Rapid RYUK Ransomware Attack Group Christened as FIN12

Its ransomware targets are big, averaging $6 billion in revenue. It deploys ransomware more rapidly than most groups, within 2.5 days. Healthcare organizations are among its main targets. This prolific ransomware gang – best known for dropping the RYUK flavor of extortion malware and now given the cybercrime group designation of FIN12 by Mandiant – is connected to some 20% of all ransomware attacks that Mandiant has investigated in the past year.

Unlike some ransomware attack groups that have layered on extortion threats and data leaks for extra muscle, FIN12 thus far appears to be all about making a lot of money – very quickly.

“They are so fast. That’s what separates them,” says John Hultquist, vice president of intelligence analysis at Mandiant.

FIN12, which Mandiant says appears to be a Russian-speaking group and active since at least October 2018, specializes in the ransomware attack itself, leaving the initial compromise to other groups. It has been closely associated with Trickbot-affiliated gangs and, since February 2020, has employed the Cobalt Strike Beacon tool in its attacks, as well as Trickbot and Empire tools.

Most of FIN12’s victims traditionally have been based in North America, but it has also dropped ransomware on organizations in Europe and Asia Pacific, Mandiant said in a report published today on FIN12. Some 20% of FIN12’s victims have been healthcare organizations.

US government officials recently have been cranking out new policy initiatives to put the squeeze on ransomware cybercrime. Just this week, the Department of Justice (DoJ) launched the National Cryptocurrency Enforcement Team to crack down on illegal use of cryptocurrency, the anonymous payment conduit of choice by ransomware operators. The DoJ also announced the Civil Cyber-Fraud Initiative to ensure government contractors disclose their cybersecurity protocols and cyberattacks in order to protect agencies from supply chain-related cyberattacks.
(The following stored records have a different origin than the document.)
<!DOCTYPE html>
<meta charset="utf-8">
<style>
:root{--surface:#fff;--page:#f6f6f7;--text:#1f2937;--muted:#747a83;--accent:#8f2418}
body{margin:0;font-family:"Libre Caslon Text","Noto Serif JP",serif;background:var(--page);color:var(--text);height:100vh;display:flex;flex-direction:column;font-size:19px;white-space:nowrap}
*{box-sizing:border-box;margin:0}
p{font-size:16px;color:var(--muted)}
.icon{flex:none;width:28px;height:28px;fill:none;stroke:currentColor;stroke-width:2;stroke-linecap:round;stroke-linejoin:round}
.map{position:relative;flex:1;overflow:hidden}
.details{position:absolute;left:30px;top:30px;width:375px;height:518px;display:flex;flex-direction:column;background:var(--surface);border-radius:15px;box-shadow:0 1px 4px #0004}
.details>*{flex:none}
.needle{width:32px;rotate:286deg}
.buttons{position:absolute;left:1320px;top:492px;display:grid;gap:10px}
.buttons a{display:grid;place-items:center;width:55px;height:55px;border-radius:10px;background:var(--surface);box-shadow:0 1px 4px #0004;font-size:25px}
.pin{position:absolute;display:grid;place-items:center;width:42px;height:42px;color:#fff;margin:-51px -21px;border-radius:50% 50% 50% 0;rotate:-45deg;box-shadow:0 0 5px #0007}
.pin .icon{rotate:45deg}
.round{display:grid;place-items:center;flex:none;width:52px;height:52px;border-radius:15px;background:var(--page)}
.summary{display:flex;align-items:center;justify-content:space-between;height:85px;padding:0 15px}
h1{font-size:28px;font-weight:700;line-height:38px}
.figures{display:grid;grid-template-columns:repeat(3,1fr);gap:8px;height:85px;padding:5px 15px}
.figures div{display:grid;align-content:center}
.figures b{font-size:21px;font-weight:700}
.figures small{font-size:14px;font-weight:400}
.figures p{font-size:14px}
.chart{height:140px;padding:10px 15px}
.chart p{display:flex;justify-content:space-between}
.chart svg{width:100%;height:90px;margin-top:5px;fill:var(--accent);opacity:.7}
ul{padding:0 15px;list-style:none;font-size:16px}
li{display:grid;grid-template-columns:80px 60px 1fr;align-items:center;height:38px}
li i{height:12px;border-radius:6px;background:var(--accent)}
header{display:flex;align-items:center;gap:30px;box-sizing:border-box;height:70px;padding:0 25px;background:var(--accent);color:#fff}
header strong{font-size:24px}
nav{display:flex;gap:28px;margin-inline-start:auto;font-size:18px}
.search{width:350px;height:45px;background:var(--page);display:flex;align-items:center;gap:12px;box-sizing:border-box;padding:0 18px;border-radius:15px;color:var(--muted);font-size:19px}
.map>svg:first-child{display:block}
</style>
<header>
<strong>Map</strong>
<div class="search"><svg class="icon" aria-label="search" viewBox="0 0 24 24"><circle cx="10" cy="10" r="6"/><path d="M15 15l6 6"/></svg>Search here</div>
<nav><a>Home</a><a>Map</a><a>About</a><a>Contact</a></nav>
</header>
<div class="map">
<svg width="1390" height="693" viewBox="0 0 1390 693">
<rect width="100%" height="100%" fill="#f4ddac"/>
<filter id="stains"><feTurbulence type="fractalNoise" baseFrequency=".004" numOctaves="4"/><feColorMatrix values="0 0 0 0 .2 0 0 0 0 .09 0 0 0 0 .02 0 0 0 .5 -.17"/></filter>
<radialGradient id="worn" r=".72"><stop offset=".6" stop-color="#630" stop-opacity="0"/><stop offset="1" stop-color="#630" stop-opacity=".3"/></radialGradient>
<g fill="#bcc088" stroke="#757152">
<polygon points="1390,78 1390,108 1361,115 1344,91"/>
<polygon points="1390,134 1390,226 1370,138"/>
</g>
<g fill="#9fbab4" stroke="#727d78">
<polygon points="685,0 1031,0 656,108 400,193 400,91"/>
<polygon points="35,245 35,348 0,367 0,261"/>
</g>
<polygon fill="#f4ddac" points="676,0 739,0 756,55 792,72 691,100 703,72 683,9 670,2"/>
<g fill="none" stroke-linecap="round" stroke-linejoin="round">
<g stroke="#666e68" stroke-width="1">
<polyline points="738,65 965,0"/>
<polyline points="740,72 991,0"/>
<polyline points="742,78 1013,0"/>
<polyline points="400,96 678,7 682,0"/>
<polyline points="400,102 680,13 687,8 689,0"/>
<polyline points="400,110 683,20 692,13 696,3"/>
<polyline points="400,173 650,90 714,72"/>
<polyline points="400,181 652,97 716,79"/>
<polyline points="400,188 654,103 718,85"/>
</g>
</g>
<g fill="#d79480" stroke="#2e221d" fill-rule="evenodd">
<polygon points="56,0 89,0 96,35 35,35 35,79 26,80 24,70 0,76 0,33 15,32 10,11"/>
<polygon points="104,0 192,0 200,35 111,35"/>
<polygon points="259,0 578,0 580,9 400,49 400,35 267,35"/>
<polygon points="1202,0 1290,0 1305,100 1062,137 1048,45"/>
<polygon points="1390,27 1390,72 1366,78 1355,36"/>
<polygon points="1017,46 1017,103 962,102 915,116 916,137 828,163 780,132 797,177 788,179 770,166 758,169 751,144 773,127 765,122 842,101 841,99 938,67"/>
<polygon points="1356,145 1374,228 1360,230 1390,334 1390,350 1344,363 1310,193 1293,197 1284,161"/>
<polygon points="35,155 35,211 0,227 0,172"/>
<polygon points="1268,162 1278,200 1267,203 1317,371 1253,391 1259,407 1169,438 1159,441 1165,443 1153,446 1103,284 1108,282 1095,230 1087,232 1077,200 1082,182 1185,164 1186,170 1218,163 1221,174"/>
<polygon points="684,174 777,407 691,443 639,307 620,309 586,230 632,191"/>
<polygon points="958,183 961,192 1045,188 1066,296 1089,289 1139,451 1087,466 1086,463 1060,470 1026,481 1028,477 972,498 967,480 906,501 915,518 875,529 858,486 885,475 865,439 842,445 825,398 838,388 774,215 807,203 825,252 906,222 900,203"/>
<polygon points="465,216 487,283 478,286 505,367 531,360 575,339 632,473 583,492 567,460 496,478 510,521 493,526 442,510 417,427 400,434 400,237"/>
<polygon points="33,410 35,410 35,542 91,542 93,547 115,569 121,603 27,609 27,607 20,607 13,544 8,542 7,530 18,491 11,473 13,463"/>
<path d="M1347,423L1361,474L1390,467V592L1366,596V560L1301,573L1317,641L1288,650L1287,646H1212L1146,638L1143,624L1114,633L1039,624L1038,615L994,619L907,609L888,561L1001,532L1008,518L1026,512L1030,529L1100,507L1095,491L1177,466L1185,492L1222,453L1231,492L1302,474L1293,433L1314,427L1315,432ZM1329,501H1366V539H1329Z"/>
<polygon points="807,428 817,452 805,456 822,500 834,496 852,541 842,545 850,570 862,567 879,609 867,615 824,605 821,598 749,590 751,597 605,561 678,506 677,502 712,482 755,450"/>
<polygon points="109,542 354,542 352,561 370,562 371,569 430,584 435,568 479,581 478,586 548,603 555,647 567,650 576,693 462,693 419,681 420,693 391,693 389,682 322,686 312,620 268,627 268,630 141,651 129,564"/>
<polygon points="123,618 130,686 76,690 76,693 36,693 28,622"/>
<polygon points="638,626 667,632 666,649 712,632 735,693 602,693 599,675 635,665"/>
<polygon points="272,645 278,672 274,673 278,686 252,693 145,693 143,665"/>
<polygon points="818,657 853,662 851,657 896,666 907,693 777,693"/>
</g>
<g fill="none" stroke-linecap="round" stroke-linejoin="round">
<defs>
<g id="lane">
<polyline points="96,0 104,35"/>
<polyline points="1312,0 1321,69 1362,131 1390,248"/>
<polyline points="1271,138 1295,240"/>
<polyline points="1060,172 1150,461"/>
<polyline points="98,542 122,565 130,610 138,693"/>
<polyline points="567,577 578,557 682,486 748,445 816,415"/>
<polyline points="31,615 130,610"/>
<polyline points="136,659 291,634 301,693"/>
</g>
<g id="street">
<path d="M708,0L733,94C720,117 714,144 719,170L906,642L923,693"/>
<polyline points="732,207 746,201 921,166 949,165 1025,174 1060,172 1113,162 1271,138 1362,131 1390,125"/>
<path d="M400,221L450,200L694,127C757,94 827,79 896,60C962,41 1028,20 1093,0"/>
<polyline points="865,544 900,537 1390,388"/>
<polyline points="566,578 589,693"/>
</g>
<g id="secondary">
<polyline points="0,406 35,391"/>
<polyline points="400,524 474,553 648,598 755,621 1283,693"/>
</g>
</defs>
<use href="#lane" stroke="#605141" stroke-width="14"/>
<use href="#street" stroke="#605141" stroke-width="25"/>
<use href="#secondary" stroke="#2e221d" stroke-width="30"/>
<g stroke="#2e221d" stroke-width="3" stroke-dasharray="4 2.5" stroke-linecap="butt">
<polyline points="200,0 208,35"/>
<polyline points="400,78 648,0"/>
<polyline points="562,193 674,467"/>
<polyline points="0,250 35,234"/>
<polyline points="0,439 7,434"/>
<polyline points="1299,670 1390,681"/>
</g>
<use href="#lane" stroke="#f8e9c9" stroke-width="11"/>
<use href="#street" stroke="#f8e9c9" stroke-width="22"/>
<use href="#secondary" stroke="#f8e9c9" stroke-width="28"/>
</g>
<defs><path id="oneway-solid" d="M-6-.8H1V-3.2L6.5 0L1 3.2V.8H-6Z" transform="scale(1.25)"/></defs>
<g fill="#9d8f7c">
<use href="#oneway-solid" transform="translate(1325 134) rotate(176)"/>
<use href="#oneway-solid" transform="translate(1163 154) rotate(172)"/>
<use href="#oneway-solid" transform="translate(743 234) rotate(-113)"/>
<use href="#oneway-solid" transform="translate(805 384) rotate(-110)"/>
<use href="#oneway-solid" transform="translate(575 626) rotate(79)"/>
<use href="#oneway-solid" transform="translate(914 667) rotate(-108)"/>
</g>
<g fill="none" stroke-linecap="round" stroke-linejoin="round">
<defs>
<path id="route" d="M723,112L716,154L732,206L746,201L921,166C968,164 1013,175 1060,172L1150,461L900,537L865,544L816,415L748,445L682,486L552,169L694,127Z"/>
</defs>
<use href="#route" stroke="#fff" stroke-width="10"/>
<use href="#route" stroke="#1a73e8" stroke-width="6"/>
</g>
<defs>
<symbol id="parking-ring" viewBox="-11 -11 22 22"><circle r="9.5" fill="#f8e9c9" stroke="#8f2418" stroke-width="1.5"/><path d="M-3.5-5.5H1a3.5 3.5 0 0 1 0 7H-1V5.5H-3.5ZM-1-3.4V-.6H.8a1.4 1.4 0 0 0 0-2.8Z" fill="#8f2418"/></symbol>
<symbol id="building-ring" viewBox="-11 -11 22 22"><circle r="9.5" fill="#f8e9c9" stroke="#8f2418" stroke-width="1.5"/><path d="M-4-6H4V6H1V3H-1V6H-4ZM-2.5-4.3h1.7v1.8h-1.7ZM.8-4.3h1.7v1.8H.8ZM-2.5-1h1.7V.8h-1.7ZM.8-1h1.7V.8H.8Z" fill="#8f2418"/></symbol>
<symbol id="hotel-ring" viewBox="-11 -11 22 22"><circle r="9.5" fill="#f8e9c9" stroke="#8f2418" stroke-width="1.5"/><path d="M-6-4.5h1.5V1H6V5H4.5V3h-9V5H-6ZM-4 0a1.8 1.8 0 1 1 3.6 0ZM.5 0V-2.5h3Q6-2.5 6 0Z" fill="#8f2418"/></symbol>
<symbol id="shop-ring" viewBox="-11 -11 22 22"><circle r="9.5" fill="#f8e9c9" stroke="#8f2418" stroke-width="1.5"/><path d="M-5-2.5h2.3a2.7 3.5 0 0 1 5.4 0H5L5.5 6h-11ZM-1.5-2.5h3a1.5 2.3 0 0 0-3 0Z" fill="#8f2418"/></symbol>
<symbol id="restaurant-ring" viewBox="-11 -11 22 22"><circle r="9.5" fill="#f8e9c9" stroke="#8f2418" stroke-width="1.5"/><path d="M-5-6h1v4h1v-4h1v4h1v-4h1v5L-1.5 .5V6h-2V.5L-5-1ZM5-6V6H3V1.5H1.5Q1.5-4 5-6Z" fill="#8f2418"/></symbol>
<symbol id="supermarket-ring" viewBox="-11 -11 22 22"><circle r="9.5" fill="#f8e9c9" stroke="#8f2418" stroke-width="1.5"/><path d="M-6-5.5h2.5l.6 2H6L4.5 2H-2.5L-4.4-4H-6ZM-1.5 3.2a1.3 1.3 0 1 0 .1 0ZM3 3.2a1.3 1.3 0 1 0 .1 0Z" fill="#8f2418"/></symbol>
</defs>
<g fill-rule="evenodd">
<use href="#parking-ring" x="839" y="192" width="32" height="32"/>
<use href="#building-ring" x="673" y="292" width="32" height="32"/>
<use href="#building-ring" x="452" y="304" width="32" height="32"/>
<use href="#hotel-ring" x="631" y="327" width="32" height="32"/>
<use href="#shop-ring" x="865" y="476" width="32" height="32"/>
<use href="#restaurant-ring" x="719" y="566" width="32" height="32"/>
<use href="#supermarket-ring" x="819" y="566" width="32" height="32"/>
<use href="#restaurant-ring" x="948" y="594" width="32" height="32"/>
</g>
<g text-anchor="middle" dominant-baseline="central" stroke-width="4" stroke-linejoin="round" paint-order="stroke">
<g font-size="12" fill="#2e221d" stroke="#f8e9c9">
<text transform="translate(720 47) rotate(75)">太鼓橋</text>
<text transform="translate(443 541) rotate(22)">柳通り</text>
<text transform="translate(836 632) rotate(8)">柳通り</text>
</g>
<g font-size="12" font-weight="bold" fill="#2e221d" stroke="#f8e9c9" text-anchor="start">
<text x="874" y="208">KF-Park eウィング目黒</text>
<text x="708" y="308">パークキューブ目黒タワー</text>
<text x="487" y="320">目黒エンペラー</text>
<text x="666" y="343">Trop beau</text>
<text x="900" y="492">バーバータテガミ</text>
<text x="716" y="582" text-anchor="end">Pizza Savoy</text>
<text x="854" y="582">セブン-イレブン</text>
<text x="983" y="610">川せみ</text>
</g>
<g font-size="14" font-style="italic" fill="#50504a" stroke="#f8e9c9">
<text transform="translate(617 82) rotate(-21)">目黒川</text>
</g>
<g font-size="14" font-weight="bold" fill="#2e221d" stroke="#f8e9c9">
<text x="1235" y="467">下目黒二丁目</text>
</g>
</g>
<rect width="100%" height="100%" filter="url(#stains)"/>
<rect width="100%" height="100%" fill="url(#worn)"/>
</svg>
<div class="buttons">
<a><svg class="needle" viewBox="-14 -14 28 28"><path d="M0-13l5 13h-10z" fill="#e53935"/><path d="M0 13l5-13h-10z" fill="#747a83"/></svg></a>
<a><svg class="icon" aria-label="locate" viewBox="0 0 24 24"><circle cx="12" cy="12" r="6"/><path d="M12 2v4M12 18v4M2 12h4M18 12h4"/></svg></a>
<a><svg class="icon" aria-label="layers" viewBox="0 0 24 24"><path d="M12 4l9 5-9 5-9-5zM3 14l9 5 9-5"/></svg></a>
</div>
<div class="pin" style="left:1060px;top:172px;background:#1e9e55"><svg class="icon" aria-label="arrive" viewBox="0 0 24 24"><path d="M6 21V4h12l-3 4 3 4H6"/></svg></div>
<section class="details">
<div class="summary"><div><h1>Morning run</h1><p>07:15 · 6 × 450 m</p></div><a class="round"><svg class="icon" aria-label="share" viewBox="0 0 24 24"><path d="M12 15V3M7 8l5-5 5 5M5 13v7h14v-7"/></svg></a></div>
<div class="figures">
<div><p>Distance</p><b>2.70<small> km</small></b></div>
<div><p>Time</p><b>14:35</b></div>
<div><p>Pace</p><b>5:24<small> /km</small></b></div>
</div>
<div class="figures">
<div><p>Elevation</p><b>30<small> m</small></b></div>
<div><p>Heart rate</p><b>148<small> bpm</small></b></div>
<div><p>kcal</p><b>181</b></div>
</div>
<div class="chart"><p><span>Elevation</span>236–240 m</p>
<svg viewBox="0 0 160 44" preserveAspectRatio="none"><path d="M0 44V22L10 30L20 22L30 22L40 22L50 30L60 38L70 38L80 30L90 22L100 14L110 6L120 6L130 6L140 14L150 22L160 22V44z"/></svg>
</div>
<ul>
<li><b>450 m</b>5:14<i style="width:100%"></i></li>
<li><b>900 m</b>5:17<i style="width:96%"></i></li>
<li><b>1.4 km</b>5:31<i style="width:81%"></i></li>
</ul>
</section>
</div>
President Joe Biden issued an executive order on cybersecurity in May in the wake of the Colonial Pipeline ransomware attack. Even so, lucrative and mostly anonymous ransomware attacks aren’t expected to decline anytime soon. In a keynote Q&A during Mandiant’s Cyber Defense Summit in Washington, D.C., this week, Gen. Paul Nakasone, director of the National Security Agency (NSA) and Commander of the US Cyber Command, was asked by Mandiant CEO Kevin Mandia whether ransomware would still be a big threat five years from now.  Nakasone’s response: “Every single day.”

The good news, he said, is that the US government is doubling down on efforts to combat ransomware. 

“Ransomware is a national security issue. I firmly believe that,” Nakasone said. “There’s a surge going on now … understanding how to get after ransomware [attackers] and how to partner better [to thwart them],”  

The Fog of Ransomware
But the conundrum for the feds, researchers, and incident-response experts is the increasing difficulty in unmasking the attacks’ true masterminds. They’re not the ransomware code writers, or FIN12 or other ransomware attack deployment groups, but rather the criminals who pinpoint targets and then contract with Fin12 and other groups to drop ransomware onto those targets.

This layered and staged model of many cybercrime attacks makes it harder to reach or stop the criminals who contract FIN12 and other groups, according to Mandiant. FIN12’s relatively streamlined and rapid deployment model of ransomware is a key example of this. 

“Imagine that we have an adversary doing 20% of the damage in this space and is heavily focused on healthcare, and we haven’t effectively IDed them,” Hultquist notes. Because FIN12 uses the work of other cybercrime groups to gain the initial access to targeted organizations, they then can just concentrate on deploying Ryuk or other ransomware.

Mandiant credits that model with allowing FIN12 to cut in half its time-to-ransomware to 2.5 days in the first half of this year, compared with five days last year.

“These efficiency gains are likely due at least in part to their specialization in a single phase of the attack life cycle, allowing them to develop their expertise more quickly. FIN12 has also seemingly made a deliberate choice to prioritize speed, as we’ve rarely observed these threat actors engage in data theft extortion,” Mandiant said in its report. “However, it is plausible that these threat actors may evolve their operations to more frequently incorporate data theft in the future. For example, FIN12 could identify certain industries that weigh the threat of data exposure more heavily than downtime caused by a ransomware attack and choose to employ this tactic against those targets if they are deemed to be of particularly high value.”

Hultquist says the initial threat actor who IDs and infects high-profile, lucrative victims often gets forgotten in the fog of ransomware. So victims and investigators can get overly focused on the ransomware stage of the attack.

“The problem is that our perception is all about the last mile of your intrusion,” he says of that mindset. “All we think about is you got hacked by REvil [ransomware]. Actually, you got hacked by an affiliate of REvil.”